Reducing Barriers to Patient Access and Use of their Medical Records

CMS is also requesting public input “in identifying fundamental barriers to interoperability and health information exchange, including those specific barriers that prevent patients from being able to access and control their medical records. We also welcome the public’s ideas and innovative thoughts on addressing these barriers and ultimately removing or reducing them in an effective way.”

One serious barrier to patients being able to fully utilize their electronic health information is the lack of harmonization or uniformity among laboratory test results. Currently, laboratory results may come from multiple testing facilities that use different measurement procedures. The laboratories report different numeric test values and use different reference intervals. Comparing laboratory results from non-harmonized measurement procedures may be confusing to patients, limiting their ability to take part in care decisions affecting their health.
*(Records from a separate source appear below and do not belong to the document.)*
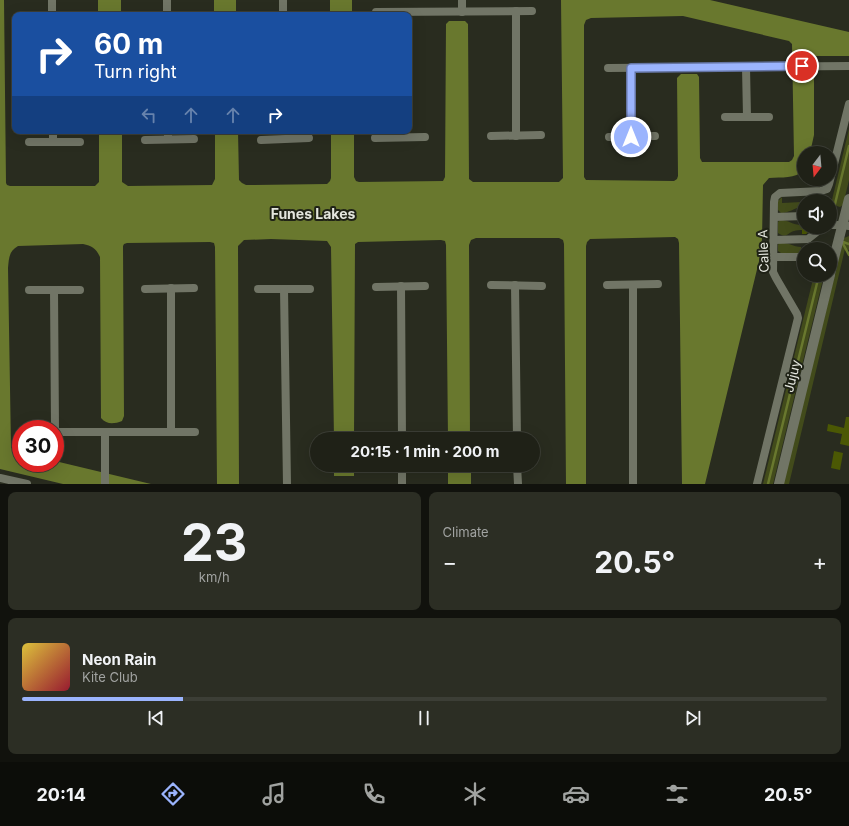 <!DOCTYPE html>
<meta charset="utf-8">
<style>
body{margin:0;font-family:Inter,sans-serif;background:#2c2e24;color:#f1f3f6;height:100vh;display:flex;flex-direction:column;font-size:15px;white-space:nowrap}
*{box-sizing:border-box;margin:0}
p{font-size:13px;color:#a1a3a1}
.icon{flex:none;width:22px;height:22px;fill:none;stroke:currentColor;stroke-width:2;stroke-linecap:round;stroke-linejoin:round}
.map{position:relative;height:484px;overflow:hidden}
.drawer{display:flex;flex-direction:column;gap:8px;padding:8px;background:#11120d;flex:1}
.drawer>*{flex:none}
.top-card{position:absolute;left:12px;top:12px;width:400px;height:122px;border-radius:8px;box-shadow:0 4px 16px #0002,0 0 0 1px #3c3e36;background:#1a4fa0;color:#fff;overflow:hidden}
.needle{width:26px;rotate:196deg}
.buttons{position:absolute;left:797px;top:146px;display:grid;gap:8px}
.buttons a{display:grid;place-items:center;width:40px;height:40px;border-radius:50%;background:#1f2117;box-shadow:0 4px 16px #0002,0 0 0 1px #3c3e36;font-size:20px}
.speed{position:absolute;left:12px;top:420px;display:flex;gap:8px;font-size:20px;font-weight:700;text-align:center}
.speed>*{display:grid;place-content:center;width:52px;height:52px;border-radius:50%;background:#1f2117;box-shadow:0 4px 16px #0002,0 0 0 1px #3c3e36;line-height:1}
.speed .limit{border:6px solid #d22;background:#fff;color:#111}
.pin{position:absolute;display:grid;place-items:center;width:34px;height:34px;color:#fff;margin:-17px;border:2px solid #fff;border-radius:50%;box-shadow:0 1px 4px #0007}
.me{position:absolute;width:44px;margin:-22px;rotate:0deg;stroke-linejoin:round;filter:drop-shadow(0 0 3px #0008)}
.turn{display:flex;align-items:center;gap:14px;height:84px;padding:0 16px;font-size:18px}
.turn .icon{width:52px;height:52px;stroke-width:2.5}
.turn b{display:block;font-size:28px;line-height:34px}
.lanes{display:flex;align-items:center;height:38px;padding:0 16px;background:#0003;justify-content:center;gap:20px;direction:ltr}
.lanes .off{opacity:.35}
.big{font-size:30px;font-weight:700;line-height:1.1}
.drawer .card{flex:1;display:flex;flex-direction:column;justify-content:center;gap:6px;min-width:0;padding:0 14px;border-radius:8px;background:#2c2e24}
.drawer .dial{align-items:center;gap:0}
.dial b{font-size:52px;line-height:1}
.song{display:flex;align-items:center;gap:12px}
.cover{width:48px;height:48px;border-radius:6px;background:linear-gradient(135deg,hsl(50 70% 55%),hsl(350 70% 35%))}
.played{height:4px;border-radius:2px;background:linear-gradient(90deg,#9bb4fd 20%,#3c3e36 20%)}
.keys{display:flex;justify-content:space-around;direction:ltr}
.heat{display:flex;justify-content:space-between;align-items:center;font-size:22px;direction:ltr}
.drawer .tiles{flex:1;display:grid;gap:8px;grid-template-columns:1fr 1fr}
.card:last-child{grid-column:span 2}
.trip{position:absolute;left:310px;top:432px;width:230px;height:40px;border-radius:20px;background:#1f2117;box-shadow:0 4px 16px #0002,0 0 0 1px #3c3e36;font-weight:700;line-height:40px;text-align:center}
.tab-bar{display:flex;height:64px;justify-content:space-around;align-items:center;background:#0c0d09;color:#a1a3a1}
.tab-bar .icon{width:28px;height:28px}
.tab-bar .current{color:#9bb4fd}
.tab-bar b{font-size:18px;color:#f1f3f6}
.map>svg:first-child{display:block}
.green{fill:#424b1b}
.water{fill:#69782e;fill-rule:evenodd}
.lines{fill:none;stroke-linecap:round;stroke-linejoin:round}
.stream{stroke:#69782e;stroke-width:2.5}
.building{fill:#4b5804}
.minor{stroke:#717566;stroke-width:8}
.tertiary{stroke:#717566;stroke-width:10}
.route-casing{stroke:#6575a4;stroke-width:10}
.route{stroke:#9bb4fd;stroke-width:7}
.labels{text-anchor:middle;stroke-width:4;stroke-linejoin:round;paint-order:stroke}
.street-label{font-size:13px;fill:#e4e6de;stroke:#1f2216}
.neighbourhood-label{font-size:14px;font-weight:bold;fill:#e4e6de;stroke:#1f2216}
</style>
<div class="map">
<svg width="849" height="484" viewBox="0 0 849 484">
<rect width="100%" height="100%" fill="#292c1f"/>
<g class="green">
<polygon points="849,129 849,180 843,205 840,207 831,204"/>
<path d="M782,197V203L802,202V207C794,208 789,213 781,213L778,210V201Z"/>
<path d="M780,220C789,220 792,225 802,225V230C800,230 796,230 794,231C787,233 787,239 778,233V222Z"/>
<polygon points="849,236 849,250 845,249 789,484 783,484 844,238"/>
<path d="M779,243C789,242 792,247 801,247V253H781L778,251V245Z"/>
<polygon points="814,275 824,275 773,484 763,484"/>
</g>
<g class="water">
<path d="M0,0H4L6,183L7,185L10,186H95L99,182V131H122V182L128,186L212,185L215,179V131H238L239,180L242,183L246,185L327,184L330,181L331,178V131H354V177L356,181L359,182L443,181L445,177L446,24L449,21H465L468,24L469,179L473,182H559L563,178L561,0H710L849,32V56H814V135L810,153H804V170C795,179 782,177 769,178L763,185L762,239L760,257L705,484H682L679,243L678,239L675,237L590,239L587,242L586,246V484H566L564,244L563,240L559,238H476L471,240L469,245L470,439H448L446,245L445,241L441,240L358,242L355,244L354,439H334L331,247L327,241L271,239L244,240L238,246L239,484H217L215,247L214,243L210,242L127,243L124,244L123,246L124,416L122,421C114,424 107,425 101,418L100,257C96,248 92,246 83,244L18,246C9,251 9,258 8,268L11,448L21,452V463H55V461L151,484H63L0,469ZM683,16L789,41L792,44L794,156L792,160L789,162H702L700,158L699,77L697,74H681L677,78L678,176L677,179L674,181L586,180L584,177V25L586,20L591,18Z"/>
<rect x="98" y="0" width="23" height="15"/>
<rect x="214" y="0" width="22" height="15"/>
<rect x="330" y="0" width="22" height="15"/>
<rect x="334" y="465" width="20" height="11"/>
<rect x="448" y="465" width="23" height="19"/>
</g>
<g class="lines">
<g class="stream">
<polyline points="835,204 849,146"/>
<polyline points="842,242 849,255"/>
<polyline points="843,242 849,244"/>
<polyline points="768,484 819,275"/>
</g>
</g>
<g class="building">
<polygon points="802,227 813,227 813,228 806,234 802,234"/>
<polygon points="846,417 849,417 849,446 840,444 842,434 827,431 828,424 844,428"/>
<polygon points="834,451 843,453 840,470 831,468"/>
</g>
<g class="lines">
<g class="minor">
<polyline points="52,0 52,15"/>
<polyline points="167,0 167,15"/>
<polyline points="283,0 283,15"/>
<polyline points="462,0 462,12"/>
<polyline points="516,11 516,136"/>
<polyline points="376,12 532,11"/>
<polyline points="746,67 747,117"/>
<polyline points="608,68 849,66"/>
<polyline points="725,117 769,117"/>
<polyline points="53,131 53,142"/>
<polyline points="168,131 168,139"/>
<polyline points="491,136 541,135"/>
<polyline points="609,137 655,136"/>
<polyline points="631,137 631,68"/>
<polyline points="375,138 425,137"/>
<polyline points="145,140 194,139"/>
<polyline points="261,140 309,138"/>
<polyline points="29,142 80,142"/>
<polyline points="774,217 804,216"/>
<polyline points="830,225 843,225 849,226"/>
<polyline points="774,240 808,239 823,227"/>
<polyline points="774,257 804,257"/>
<polyline points="491,285 542,286"/>
<polyline points="515,285 517,439"/>
<polyline points="607,285 658,284"/>
<polyline points="401,286 402,439"/>
<polyline points="376,287 425,286"/>
<polyline points="171,288 171,432"/>
<polyline points="145,289 194,288"/>
<polyline points="258,289 310,289"/>
<polyline points="284,289 287,484"/>
<polyline points="29,290 80,290"/>
<polyline points="54,290 55,429"/>
<polyline points="55,432 195,432"/>
<polyline points="105,432 105,484"/>
<polyline points="402,465 402,484"/>
<polyline points="517,465 518,484"/>
<polyline points="0,478 27,484"/>
<polyline points="633,484 633,285"/>
<polyline points="757,484 798,318 797,314 776,278 773,272 774,202 775,197 780,193 821,191 827,189 829,184 849,104"/>
</g>
<g class="tertiary">
<polyline points="830,274 849,199"/>
<polyline points="779,484 830,275"/>
</g>
</g>
<g class="lines">
<g class="route-casing">
<polyline id="route" points="631,137 631,68 802,66"/>
</g>
<use href="#route" class="route"/>
</g>
<g class="labels">
<g class="street-label">
<text transform="translate(763 251) rotate(-92)" y="5">Calle A</text>
<text transform="translate(792 376) rotate(-76)" y="5">Jujuy</text>
</g>
<g class="neighbourhood-label">
<text x="313" y="219">Funes Lakes</text>
</g>
</g>
</svg>
<div class="buttons">
<a><svg class="needle" viewBox="-14 -14 28 28"><path d="M0-13l5 13h-10z" fill="#e53935"/><path d="M0 13l5-13h-10z" fill="#a1a3a1"/></svg></a>
<a><svg class="icon" aria-label="sound" viewBox="0 0 24 24"><path d="M4 9h4l5-4v14l-5-4H4zM17 9q2 3 0 6"/></svg></a>
<a><svg class="icon" aria-label="search" viewBox="0 0 24 24"><circle cx="10" cy="10" r="6"/><path d="M15 15l6 6"/></svg></a>
</div>
<div class="speed"><div class="limit">30</div></div>
<div class="pin" style="left:802px;top:66px;background:#d93025"><svg class="icon" aria-label="arrive" viewBox="0 0 24 24"><path d="M6 21V4h12l-3 4 3 4H6"/></svg></div>
<svg class="me" style="left:631px;top:137px" viewBox="-20 -20 40 40"><circle r="17" fill="#9bb4fd" stroke="#fff" stroke-width="3"/><path d="M0-11L8 9 0 5-8 9z" fill="#fff"/></svg>
<div class="trip">20:15 · 1 min · 200 m</div>
<div class="top-card">
<div class="turn"><svg class="icon" aria-label="right" viewBox="0 0 24 24"><path d="M7 20v-9h11M14 6l5 5-5 5"/></svg><div><b>60 m</b>Turn right</div></div>
<div class="lanes"><svg class="icon off" aria-label="left" viewBox="0 0 24 24"><path d="M17 20v-9H6M10 6l-5 5 5 5"/></svg><svg class="icon off" aria-label="ahead" viewBox="0 0 24 24"><path d="M12 20V5M6 11l6-6 6 6"/></svg><svg class="icon off" aria-label="ahead" viewBox="0 0 24 24"><path d="M12 20V5M6 11l6-6 6 6"/></svg><svg class="icon" aria-label="right" viewBox="0 0 24 24"><path d="M7 20v-9h11M14 6l5 5-5 5"/></svg></div>
</div>
</div>
<section class="drawer">
<div class="tiles">
<div class="card dial"><b>23</b><p>km/h</p></div>
<div class="card"><p>Climate</p>
<div class="heat"><a>−</a><b class="big">20.5°</b><a>+</a></div>
</div>
<div class="card">
<div class="song"><i class="cover"></i><div><b>Neon Rain</b><p>Kite Club</p></div></div>
<div class="played"></div>
<div class="keys"><svg class="icon" aria-label="previous" viewBox="0 0 24 24"><path d="M18 5L8 12l10 7zM5 5v14"/></svg><svg class="icon" aria-label="pause" viewBox="0 0 24 24"><path d="M8 5v14M16 5v14"/></svg><svg class="icon" aria-label="next" viewBox="0 0 24 24"><path d="M6 5l10 7-10 7zM19 5v14"/></svg></div>
</div>
</div>
</section>
<nav class="tab-bar">
<b>20:14</b>
<svg class="icon current" aria-label="directions" viewBox="0 0 24 24"><path d="M12 3l9 9-9 9-9-9zM9 14v-3h6M13 9l2 2-2 2"/></svg>
<svg class="icon" aria-label="music" viewBox="0 0 24 24"><path d="M9 18V5l10-2v13"/><circle cx="6" cy="18" r="3"/><circle cx="16" cy="16" r="3"/></svg>
<svg class="icon" aria-label="phone" viewBox="0 0 24 24"><path d="M5 4h4l2 5-3 2q2 4 5 5l2-3 5 2v4C11 20 4 13 5 4z"/></svg>
<svg class="icon" aria-label="climate" viewBox="0 0 24 24"><path d="M12 3v18M4 7l16 10M4 17L20 7"/></svg>
<svg class="icon" aria-label="car" viewBox="0 0 24 24"><path d="M5 17H2v-5l4-1 3-4h7l3 4 3 1v5h-3M9 17h6M6 11h13"/><circle cx="7" cy="17" r="2"/><circle cx="17" cy="17" r="2"/></svg>
<svg class="icon" aria-label="filters" viewBox="0 0 24 24"><path d="M4 7h16M4 17h16"/><circle cx="9" cy="7" r="2"/><circle cx="15" cy="17" r="2"/></svg>
<b>20.5°</b>
</nav>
To address this problem, Congress provided the Centers for Disease Control and Prevention (CDC) with initial funding to work towards developing uniform clinical laboratory test results. Legislators provided $2 million for this effort in fiscal year (FY) 2018 and appear likely to provide a similar amount for FY19. However, funding on a larger scale is necessary for CDC to harmonize test results in the near-term and give patients greater control over their personal health information.